Python Multiprocessing preserves data until further called in each process

I have a large object of type that cannot be shared between processes. It has methods for creating it and working with its data.

The current way I am doing is to first create an object in the main parent process and then pass it to the sub processes when some event happens. The problem is that whenever the subprocesses are executed, they copy the object into memory every time it takes a while. I want to store it in memory that is only accessible to them, so they don't have to copy them every time they call this object function.

How can I save an object for this process only?

Edit: Code

class MultiQ:
    def __init__(self):
        self.pred = instantiate_predict() #here I instantiate the big object

    def enq_essay(self,essay):
        p = Process(target=self.compute_results, args=(essay,))
        p.start()

    def compute_results(self, essay):
        predictions = self.pred.predict_fields(essay) #computation in the large object that doesn't modify the object

      

This copies the large object into memory every time. I try to avoid this.

Edit 4: a sample shortcode that works across 20 newsgroups

import sklearn.feature_extraction.text as ftext
import sklearn.linear_model as lm
import multiprocessing as mp
import logging
import os
import numpy as np
import cPickle as pickle


def get_20newsgroups_fnames():
    all_files = []
    for i, (root, dirs, files) in enumerate(os.walk("/home/roman/Desktop/20_newsgroups/")):
        if i>0:
            all_files.extend([os.path.join(root,file) for file in files])
    return all_files

documents = [unicode(open(f).read(), errors="ignore") for f in get_20newsgroups_fnames()]
logger = mp.get_logger()
formatter = logging.Formatter('%(asctime)s: [%(processName)12s] %(message)s',
                              datefmt = '%H:%M:%S')
handler = logging.StreamHandler()
handler.setFormatter(formatter)
logger.addHandler(handler)
logger.setLevel(logging.WARNING)
mp._log_to_stderr = True


def free_memory():
    """
    Return free memory available, including buffer and cached memory
    """
    total = 0
    with open('/proc/meminfo', 'r') as f:
        for line in f:
            line = line.strip()
            if any(line.startswith(field) for field in ('MemFree', 'Buffers', 'Cached')):
                field, amount, unit = line.split()
                amount = int(amount)
                if unit != 'kB':
                    raise ValueError(
                        'Unknown unit {u!r} in /proc/meminfo'.format(u=unit))
                total += amount
    return total


def predict(large_object, essay="this essay will be predicted"):
    """this method copies the large object in memory which is what im trying to avoid"""
    vectorized_essay = large_object[0].transform(essay)
    large_object[1].predict(vectorized_essay)
    report_memory("done")


def train_and_model():
    """this is very similar to the instantiate_predict method from my first code sample"""
    tfidf_vect = ftext.TfidfVectorizer()
    X = tfidf_vect.fit_transform(documents)
    y = np.random.random_integers(0,1,19997)
    model = lm.LogisticRegression()
    model.fit(X, y)
    return (tfidf_vect, model)


def report_memory(label):
    f = free_memory()
    logger.warn('{l:<25}: {f}'.format(f=f, l=label))

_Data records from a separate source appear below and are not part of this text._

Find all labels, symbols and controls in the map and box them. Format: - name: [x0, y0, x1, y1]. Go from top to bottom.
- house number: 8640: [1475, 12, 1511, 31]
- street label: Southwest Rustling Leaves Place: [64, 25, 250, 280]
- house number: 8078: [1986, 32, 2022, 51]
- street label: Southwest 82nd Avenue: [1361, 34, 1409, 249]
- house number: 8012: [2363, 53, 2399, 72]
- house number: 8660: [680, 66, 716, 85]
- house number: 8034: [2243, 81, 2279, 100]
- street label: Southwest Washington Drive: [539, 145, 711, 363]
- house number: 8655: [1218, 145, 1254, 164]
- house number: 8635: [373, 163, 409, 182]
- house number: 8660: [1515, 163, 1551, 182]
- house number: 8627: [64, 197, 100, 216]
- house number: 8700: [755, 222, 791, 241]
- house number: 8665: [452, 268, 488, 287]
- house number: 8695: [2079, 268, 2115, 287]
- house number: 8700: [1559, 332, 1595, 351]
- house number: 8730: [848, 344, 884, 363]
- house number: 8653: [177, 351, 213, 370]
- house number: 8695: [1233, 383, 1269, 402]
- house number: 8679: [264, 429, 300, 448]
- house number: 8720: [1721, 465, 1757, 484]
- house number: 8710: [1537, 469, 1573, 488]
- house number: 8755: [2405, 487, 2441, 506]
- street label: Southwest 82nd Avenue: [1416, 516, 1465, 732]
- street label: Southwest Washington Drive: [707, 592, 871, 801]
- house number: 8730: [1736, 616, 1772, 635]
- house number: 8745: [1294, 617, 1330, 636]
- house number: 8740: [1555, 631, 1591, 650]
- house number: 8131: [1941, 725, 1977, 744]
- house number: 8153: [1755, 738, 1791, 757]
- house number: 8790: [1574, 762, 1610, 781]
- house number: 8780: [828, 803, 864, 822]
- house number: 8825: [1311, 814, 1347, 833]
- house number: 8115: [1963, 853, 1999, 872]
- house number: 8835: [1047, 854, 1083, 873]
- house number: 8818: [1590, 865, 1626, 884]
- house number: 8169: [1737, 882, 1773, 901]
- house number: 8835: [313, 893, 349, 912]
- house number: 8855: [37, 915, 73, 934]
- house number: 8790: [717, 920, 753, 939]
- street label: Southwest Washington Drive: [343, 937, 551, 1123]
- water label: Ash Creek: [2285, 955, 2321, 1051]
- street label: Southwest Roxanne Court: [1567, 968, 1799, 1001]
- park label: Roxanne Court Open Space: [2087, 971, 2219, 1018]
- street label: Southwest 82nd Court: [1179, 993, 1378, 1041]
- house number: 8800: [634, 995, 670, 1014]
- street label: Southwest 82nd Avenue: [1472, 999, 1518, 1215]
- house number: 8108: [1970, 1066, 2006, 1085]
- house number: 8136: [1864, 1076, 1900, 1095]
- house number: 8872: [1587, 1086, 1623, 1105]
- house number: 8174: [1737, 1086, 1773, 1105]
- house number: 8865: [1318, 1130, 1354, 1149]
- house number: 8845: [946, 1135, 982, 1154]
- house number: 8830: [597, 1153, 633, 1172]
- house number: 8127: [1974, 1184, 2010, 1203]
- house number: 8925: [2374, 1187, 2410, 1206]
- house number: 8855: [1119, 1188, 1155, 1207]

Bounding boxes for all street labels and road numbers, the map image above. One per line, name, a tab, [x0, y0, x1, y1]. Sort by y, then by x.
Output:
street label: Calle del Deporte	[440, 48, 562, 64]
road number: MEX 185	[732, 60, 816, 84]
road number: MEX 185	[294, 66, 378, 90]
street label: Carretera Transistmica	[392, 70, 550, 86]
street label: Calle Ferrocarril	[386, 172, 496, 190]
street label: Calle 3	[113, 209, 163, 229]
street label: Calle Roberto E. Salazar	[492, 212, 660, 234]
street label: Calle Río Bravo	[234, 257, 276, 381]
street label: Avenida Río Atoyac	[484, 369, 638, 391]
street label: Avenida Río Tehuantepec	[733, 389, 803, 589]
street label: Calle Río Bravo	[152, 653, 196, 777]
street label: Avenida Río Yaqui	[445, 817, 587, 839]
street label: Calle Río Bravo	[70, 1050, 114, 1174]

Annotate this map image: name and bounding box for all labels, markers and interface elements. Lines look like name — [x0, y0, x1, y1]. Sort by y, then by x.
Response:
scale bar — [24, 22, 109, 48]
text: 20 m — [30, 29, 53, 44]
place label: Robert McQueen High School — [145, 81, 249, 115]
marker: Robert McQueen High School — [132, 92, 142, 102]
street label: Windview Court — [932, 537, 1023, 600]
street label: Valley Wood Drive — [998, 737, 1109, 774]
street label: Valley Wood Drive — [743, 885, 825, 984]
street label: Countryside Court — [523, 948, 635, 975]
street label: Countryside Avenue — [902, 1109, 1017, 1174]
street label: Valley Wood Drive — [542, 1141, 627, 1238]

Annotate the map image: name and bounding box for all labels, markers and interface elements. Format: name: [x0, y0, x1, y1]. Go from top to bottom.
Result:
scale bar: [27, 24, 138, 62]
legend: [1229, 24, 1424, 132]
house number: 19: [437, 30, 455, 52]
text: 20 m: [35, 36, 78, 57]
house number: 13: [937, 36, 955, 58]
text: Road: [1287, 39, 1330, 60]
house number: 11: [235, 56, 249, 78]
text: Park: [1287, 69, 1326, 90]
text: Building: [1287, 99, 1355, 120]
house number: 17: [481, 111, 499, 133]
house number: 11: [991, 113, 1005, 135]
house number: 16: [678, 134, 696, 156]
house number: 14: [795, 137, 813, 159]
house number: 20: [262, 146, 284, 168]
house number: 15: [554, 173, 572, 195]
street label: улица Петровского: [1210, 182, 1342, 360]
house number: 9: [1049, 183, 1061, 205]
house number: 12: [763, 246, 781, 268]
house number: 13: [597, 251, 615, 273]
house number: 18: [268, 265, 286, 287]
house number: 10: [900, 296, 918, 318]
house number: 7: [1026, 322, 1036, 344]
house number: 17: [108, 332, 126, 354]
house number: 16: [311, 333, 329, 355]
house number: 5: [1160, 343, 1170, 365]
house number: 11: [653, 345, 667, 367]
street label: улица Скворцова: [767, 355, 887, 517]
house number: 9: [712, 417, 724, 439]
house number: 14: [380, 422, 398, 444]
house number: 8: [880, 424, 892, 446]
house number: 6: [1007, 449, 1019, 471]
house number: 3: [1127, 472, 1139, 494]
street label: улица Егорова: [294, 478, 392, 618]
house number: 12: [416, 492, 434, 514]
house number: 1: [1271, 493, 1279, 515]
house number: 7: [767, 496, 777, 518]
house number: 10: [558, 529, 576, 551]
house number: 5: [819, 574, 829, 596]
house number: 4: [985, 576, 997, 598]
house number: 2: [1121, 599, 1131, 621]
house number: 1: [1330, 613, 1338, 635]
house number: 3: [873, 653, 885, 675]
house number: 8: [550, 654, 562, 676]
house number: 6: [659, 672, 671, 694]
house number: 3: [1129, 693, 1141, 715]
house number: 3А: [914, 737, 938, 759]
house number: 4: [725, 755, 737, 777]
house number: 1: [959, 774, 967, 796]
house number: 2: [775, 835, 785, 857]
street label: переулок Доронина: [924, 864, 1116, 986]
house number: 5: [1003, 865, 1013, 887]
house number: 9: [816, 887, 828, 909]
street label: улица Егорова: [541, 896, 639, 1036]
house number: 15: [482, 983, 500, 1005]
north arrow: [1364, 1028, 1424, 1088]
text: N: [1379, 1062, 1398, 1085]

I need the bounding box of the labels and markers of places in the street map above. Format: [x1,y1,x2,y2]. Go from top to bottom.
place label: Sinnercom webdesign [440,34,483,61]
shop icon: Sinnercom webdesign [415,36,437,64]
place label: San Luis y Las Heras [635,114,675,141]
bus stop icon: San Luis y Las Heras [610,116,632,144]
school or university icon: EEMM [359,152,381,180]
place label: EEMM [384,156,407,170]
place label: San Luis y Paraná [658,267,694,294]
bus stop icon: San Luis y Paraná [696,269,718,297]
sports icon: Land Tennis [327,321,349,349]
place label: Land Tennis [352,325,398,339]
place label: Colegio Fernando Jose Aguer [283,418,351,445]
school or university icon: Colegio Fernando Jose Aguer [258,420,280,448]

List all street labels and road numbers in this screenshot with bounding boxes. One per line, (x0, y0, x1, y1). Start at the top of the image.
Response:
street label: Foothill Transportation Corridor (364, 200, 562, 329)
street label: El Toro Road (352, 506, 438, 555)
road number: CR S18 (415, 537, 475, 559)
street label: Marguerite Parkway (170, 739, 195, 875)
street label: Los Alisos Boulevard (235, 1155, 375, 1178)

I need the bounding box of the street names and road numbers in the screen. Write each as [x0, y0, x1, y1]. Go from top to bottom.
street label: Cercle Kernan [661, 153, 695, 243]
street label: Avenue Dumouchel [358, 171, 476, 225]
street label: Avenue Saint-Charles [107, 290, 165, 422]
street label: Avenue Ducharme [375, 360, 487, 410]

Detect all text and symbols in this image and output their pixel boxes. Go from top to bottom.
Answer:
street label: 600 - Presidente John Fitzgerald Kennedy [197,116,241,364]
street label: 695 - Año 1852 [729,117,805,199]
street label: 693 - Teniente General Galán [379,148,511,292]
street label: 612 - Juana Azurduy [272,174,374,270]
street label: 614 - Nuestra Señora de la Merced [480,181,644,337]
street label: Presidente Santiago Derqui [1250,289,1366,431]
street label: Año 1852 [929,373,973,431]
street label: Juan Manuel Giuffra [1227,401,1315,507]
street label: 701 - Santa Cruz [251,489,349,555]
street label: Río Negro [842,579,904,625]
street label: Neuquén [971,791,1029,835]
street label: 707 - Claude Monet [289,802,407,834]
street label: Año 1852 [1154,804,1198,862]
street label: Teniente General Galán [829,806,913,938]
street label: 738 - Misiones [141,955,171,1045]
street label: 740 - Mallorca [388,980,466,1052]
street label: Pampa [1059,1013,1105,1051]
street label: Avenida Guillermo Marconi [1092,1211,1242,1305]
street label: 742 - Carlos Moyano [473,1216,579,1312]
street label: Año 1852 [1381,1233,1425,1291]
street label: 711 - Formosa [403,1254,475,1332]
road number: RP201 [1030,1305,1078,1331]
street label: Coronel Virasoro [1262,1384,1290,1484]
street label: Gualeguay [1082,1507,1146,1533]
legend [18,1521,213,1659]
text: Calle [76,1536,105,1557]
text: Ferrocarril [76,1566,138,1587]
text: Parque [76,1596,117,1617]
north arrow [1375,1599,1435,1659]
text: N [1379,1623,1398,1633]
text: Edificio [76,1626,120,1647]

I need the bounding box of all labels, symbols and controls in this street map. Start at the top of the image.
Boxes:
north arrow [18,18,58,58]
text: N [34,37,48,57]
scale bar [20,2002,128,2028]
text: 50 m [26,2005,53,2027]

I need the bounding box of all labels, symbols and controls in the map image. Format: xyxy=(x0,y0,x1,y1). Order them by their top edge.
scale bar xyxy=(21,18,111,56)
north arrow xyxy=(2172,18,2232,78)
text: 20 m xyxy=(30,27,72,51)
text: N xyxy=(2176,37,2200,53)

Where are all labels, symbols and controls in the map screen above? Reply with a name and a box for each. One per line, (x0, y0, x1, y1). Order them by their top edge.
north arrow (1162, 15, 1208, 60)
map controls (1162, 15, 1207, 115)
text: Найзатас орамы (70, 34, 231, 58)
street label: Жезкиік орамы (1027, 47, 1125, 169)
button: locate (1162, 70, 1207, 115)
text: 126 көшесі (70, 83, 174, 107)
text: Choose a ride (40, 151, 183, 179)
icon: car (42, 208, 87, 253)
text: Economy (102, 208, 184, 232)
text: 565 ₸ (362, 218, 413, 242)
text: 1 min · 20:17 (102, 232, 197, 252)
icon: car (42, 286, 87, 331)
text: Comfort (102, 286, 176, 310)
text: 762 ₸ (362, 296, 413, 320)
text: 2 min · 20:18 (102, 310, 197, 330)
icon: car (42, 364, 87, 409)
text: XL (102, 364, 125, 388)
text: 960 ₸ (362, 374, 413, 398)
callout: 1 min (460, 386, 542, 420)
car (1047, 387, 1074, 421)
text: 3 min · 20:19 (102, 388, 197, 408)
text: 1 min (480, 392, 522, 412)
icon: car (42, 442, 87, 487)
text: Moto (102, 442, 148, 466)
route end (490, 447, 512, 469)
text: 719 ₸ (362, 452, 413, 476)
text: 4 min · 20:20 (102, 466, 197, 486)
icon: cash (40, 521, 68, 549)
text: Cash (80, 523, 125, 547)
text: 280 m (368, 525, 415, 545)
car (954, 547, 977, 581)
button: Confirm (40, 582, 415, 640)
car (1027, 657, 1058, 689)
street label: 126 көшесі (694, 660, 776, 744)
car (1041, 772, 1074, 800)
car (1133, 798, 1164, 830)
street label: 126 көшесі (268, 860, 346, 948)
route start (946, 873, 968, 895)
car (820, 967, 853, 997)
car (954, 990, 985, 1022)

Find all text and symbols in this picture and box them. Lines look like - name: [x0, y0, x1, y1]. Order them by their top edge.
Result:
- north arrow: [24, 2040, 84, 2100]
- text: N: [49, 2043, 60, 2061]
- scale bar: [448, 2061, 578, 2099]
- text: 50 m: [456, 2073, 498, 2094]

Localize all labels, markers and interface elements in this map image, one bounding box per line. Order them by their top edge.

def dump_large_object(large_object):
    f = open("large_object.obj", "w")
    pickle.dump(large_object, f, protocol=2)
    f.close()

def load_large_object():
    f = open("large_object.obj")
    large_object = pickle.load(f)
    f.close()
    return large_object

if __name__ == '__main__':
    report_memory('Initial')
    tfidf_vect, model = train_and_model()
    report_memory('After train_and_model')
    large_object = (tfidf_vect, model)
    procs = [mp.Process(target=predict, args=(large_object,))
             for i in range(mp.cpu_count())]
    report_memory('After Process')
    for p in procs:
        p.start()
    report_memory('After p.start')
    for p in procs:
        p.join()
    report_memory('After p.join')

      

Output 1:

19:01:39: [ MainProcess] Initial                  : 26585728
19:01:51: [ MainProcess] After train_and_model    : 25958924
19:01:51: [ MainProcess] After Process            : 25958924
19:01:51: [ MainProcess] After p.start            : 25925908
19:01:51: [   Process-1] done                     : 25725524
19:01:51: [   Process-2] done                     : 25781076
19:01:51: [   Process-4] done                     : 25789880
19:01:51: [   Process-3] done                     : 25802032
19:01:51: [ MainProcess] After p.join             : 25958272
roman@ubx64:$ du -h large_object.obj
4.6M    large_object.obj

      

So, maybe the big object isn't even big, and my problem was the memory usage from the tfidf vectorizer transform method.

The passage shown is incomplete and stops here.